INSTRUCTIONS FOR THE TASK => Below are some records; quote exactly the lines from the one that contains "M432 714 444 722 430 744 424 726Z" through the one that contains "M0 597 159 353 203 289 381 19", inclusive, and no others.
[[ INPUT FOR THIS TASK, beginning ]]
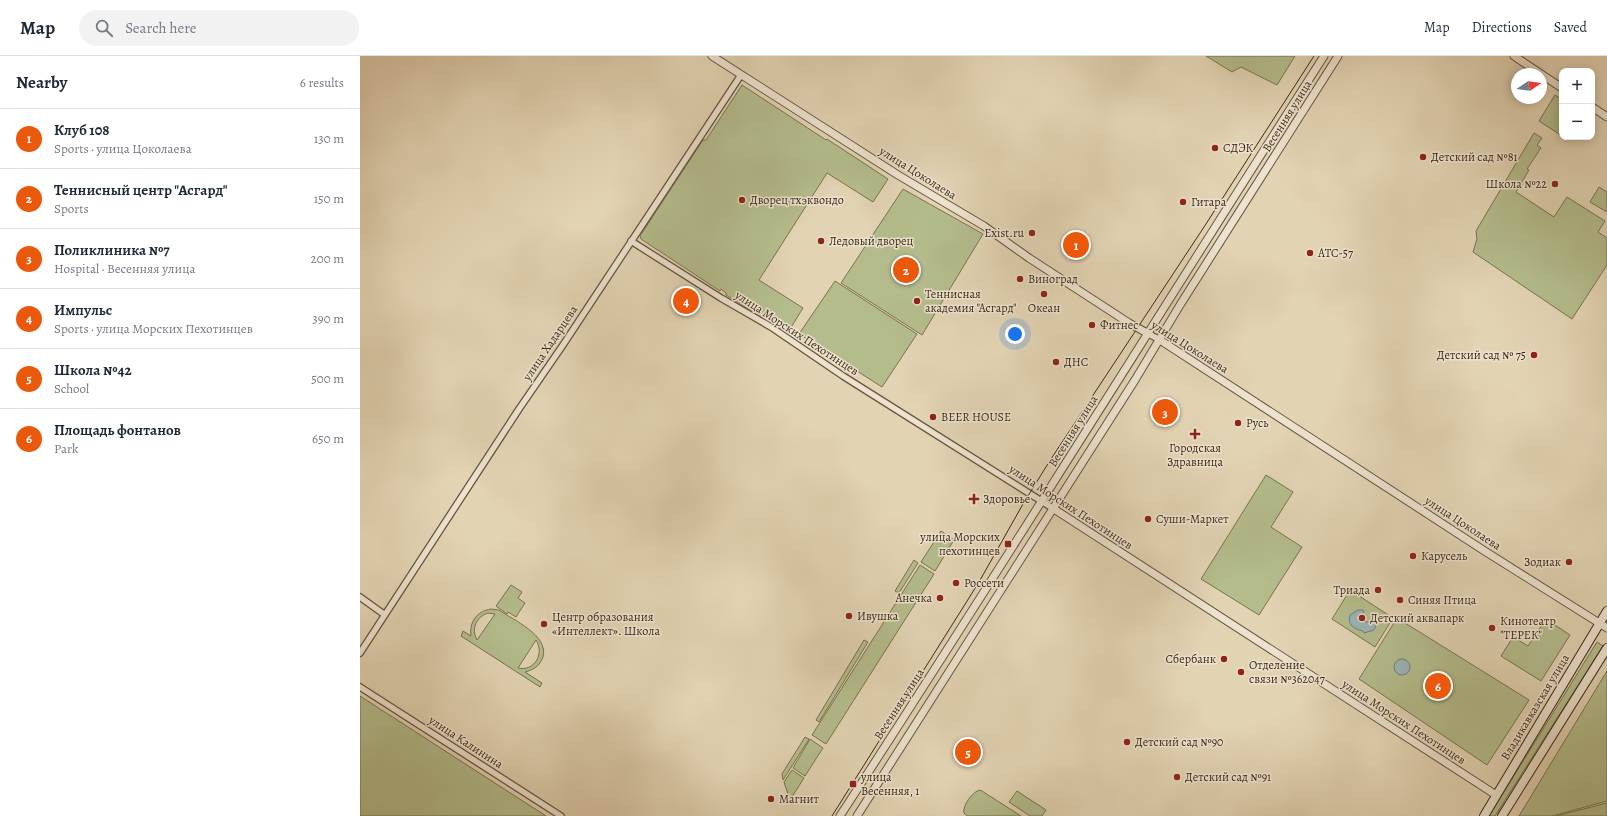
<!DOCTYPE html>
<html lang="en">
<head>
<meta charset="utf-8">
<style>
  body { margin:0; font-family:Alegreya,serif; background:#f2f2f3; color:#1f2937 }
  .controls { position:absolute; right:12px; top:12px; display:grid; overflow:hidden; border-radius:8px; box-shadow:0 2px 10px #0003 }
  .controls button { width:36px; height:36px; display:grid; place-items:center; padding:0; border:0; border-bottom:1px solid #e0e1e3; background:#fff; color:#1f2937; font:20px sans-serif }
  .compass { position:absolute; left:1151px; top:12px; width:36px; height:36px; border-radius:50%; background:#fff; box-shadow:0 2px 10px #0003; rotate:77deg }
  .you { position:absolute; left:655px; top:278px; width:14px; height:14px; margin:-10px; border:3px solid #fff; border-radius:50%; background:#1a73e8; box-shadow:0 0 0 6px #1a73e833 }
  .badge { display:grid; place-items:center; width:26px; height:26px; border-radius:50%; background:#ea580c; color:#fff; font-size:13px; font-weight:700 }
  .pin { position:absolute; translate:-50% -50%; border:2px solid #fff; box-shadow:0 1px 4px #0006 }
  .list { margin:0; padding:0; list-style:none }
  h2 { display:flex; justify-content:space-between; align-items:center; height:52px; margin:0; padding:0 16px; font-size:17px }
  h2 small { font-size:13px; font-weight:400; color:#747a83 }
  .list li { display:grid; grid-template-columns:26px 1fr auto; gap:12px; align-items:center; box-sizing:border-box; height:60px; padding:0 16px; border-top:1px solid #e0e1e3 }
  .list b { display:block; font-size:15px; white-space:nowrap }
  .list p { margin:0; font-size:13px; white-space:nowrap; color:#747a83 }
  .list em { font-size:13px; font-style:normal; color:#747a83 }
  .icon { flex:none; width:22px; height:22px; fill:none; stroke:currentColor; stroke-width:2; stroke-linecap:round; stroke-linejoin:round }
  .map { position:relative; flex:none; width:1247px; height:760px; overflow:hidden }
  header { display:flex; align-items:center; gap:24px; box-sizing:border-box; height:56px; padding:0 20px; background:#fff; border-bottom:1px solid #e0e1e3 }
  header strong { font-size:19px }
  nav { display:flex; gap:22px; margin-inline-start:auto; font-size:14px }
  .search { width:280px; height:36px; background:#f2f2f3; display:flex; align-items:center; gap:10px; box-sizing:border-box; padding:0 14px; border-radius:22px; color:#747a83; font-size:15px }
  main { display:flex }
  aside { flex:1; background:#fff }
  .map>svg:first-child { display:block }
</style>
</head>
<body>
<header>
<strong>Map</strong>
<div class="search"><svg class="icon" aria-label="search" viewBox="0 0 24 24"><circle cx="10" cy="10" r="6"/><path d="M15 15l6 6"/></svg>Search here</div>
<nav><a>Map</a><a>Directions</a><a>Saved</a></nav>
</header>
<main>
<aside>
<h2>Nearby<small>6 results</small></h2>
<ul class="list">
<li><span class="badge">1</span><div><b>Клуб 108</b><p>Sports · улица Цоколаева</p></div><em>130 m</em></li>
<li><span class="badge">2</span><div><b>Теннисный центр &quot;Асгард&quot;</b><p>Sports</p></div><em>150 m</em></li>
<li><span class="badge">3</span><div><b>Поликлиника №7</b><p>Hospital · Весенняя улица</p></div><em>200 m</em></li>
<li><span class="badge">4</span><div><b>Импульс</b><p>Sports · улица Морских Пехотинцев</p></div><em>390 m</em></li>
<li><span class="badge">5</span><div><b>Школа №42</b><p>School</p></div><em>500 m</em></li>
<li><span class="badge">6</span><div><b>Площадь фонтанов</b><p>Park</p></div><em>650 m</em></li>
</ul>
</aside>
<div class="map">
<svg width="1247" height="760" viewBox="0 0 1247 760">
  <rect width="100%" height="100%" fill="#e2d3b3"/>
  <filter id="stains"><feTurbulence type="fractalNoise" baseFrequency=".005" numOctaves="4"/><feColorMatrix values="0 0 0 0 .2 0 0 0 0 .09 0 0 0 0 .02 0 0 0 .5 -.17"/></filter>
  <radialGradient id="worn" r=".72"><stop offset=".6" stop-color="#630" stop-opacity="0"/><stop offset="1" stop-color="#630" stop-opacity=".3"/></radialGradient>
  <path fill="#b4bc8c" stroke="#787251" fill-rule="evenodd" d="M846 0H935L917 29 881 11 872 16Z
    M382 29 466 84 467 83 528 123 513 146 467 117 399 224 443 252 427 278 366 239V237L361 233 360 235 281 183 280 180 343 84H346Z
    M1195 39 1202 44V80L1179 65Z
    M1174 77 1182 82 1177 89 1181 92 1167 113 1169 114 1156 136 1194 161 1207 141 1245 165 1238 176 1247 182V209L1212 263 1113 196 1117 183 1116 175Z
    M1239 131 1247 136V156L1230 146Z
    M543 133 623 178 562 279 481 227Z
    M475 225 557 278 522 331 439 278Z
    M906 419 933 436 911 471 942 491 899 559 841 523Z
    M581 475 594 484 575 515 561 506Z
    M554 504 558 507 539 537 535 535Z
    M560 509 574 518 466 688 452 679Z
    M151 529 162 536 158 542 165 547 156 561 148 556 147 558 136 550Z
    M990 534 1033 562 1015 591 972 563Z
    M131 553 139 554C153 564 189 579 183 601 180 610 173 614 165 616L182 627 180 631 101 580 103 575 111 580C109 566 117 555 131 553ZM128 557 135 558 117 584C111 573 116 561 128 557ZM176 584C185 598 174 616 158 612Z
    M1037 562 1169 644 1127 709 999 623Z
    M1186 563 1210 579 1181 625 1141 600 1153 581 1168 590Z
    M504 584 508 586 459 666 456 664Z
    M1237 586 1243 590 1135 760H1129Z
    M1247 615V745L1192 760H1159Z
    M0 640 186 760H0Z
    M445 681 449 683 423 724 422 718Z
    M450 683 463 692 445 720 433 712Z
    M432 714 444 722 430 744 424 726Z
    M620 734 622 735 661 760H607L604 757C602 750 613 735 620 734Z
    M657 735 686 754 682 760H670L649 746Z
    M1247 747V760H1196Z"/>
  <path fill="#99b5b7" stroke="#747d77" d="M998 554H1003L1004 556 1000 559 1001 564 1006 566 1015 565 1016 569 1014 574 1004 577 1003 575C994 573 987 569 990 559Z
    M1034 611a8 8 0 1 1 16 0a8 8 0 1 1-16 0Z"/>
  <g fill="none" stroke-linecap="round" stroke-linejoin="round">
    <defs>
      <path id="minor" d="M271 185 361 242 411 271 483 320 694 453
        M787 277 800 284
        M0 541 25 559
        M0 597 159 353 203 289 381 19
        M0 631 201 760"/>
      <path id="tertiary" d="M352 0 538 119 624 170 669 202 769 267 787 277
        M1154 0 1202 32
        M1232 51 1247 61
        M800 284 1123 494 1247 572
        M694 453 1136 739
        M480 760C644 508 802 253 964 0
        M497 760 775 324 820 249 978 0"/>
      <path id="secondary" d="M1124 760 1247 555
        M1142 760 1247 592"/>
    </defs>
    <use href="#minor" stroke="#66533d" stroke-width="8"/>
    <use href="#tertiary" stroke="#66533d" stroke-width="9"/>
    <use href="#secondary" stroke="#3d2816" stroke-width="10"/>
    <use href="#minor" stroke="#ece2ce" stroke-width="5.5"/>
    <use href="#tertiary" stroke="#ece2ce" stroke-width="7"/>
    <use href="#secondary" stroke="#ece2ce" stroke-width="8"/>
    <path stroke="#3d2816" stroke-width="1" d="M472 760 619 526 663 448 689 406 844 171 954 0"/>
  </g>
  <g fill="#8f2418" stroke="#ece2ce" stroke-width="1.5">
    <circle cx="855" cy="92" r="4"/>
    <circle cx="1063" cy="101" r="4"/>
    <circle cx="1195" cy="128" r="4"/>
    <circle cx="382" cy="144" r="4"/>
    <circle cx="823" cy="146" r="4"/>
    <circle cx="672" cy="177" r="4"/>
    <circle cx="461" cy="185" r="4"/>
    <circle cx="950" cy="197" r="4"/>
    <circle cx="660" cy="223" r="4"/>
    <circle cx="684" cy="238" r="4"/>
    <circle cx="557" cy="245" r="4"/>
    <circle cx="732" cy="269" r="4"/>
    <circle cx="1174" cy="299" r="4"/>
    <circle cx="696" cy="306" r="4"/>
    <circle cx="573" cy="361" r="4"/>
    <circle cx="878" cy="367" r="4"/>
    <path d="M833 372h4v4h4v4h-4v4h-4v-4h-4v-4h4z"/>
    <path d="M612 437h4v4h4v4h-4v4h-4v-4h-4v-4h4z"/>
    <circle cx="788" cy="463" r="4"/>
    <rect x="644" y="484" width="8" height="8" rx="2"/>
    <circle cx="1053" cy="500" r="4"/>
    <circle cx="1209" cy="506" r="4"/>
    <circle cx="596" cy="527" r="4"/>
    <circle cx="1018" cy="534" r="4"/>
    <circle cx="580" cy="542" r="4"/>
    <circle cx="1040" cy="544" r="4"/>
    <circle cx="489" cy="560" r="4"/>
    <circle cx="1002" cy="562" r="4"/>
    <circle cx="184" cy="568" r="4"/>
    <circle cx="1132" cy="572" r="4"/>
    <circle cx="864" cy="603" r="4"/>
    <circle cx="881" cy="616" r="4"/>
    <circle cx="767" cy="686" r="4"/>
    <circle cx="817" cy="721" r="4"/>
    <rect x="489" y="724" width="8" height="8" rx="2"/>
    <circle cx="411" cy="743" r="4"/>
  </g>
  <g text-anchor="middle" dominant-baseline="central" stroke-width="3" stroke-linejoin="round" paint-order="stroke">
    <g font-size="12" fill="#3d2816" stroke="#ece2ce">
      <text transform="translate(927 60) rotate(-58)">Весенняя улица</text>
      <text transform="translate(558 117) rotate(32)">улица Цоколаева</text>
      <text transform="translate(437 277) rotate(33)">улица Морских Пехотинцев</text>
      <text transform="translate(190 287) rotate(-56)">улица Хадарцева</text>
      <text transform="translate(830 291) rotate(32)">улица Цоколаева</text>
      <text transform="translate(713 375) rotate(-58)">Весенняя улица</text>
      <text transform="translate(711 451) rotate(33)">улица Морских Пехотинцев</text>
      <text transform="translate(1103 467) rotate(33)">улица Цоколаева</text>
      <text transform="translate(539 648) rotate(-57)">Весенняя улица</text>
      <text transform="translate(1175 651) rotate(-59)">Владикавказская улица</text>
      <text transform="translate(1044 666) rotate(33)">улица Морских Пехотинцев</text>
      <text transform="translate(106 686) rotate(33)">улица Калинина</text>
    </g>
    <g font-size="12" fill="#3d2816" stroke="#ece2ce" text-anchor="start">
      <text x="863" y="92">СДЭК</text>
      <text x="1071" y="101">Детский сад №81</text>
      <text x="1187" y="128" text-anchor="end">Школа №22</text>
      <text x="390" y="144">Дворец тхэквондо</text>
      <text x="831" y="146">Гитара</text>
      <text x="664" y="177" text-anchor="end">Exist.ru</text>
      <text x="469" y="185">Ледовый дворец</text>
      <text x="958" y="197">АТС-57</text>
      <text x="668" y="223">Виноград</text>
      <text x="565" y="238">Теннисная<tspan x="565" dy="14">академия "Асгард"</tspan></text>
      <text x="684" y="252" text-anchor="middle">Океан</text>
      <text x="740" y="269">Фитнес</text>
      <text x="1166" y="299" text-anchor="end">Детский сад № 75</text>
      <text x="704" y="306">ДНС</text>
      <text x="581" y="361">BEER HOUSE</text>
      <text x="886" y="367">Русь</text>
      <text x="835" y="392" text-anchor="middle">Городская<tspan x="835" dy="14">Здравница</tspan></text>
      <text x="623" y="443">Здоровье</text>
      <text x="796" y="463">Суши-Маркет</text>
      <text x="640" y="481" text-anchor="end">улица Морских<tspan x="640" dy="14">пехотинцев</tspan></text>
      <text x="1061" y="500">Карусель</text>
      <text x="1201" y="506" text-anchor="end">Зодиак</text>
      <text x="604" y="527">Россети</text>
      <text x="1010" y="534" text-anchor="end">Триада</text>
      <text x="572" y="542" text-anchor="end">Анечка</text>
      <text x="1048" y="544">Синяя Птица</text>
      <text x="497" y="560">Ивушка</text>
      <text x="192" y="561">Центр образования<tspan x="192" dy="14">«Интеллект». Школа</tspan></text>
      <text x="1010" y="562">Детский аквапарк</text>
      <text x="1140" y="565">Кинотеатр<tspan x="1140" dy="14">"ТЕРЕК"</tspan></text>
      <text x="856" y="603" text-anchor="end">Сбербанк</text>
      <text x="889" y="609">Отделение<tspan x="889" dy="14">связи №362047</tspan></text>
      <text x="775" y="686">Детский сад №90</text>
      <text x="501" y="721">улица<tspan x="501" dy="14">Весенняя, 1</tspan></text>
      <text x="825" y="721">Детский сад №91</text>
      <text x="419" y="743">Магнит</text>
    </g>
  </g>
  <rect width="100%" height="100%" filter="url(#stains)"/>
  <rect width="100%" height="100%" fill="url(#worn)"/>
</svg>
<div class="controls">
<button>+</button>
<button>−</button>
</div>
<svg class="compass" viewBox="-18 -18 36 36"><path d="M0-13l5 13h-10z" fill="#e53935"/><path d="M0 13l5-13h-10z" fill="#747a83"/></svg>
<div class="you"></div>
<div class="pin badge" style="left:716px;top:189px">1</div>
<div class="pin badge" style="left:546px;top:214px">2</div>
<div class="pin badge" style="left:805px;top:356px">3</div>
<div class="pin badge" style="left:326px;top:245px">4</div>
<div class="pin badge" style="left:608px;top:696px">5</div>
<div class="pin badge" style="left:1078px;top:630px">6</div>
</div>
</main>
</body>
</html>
[[ INPUT FOR THIS TASK, end ]]
SOLUTION =>
    M432 714 444 722 430 744 424 726Z
    M620 734 622 735 661 760H607L604 757C602 750 613 735 620 734Z
    M657 735 686 754 682 760H670L649 746Z
    M1247 747V760H1196Z"/>
  <path fill="#99b5b7" stroke="#747d77" d="M998 554H1003L1004 556 1000 559 1001 564 1006 566 1015 565 1016 569 1014 574 1004 577 1003 575C994 573 987 569 990 559Z
    M1034 611a8 8 0 1 1 16 0a8 8 0 1 1-16 0Z"/>
  <g fill="none" stroke-linecap="round" stroke-linejoin="round">
    <defs>
      <path id="minor" d="M271 185 361 242 411 271 483 320 694 453
        M787 277 800 284
        M0 541 25 559
        M0 597 159 353 203 289 381 19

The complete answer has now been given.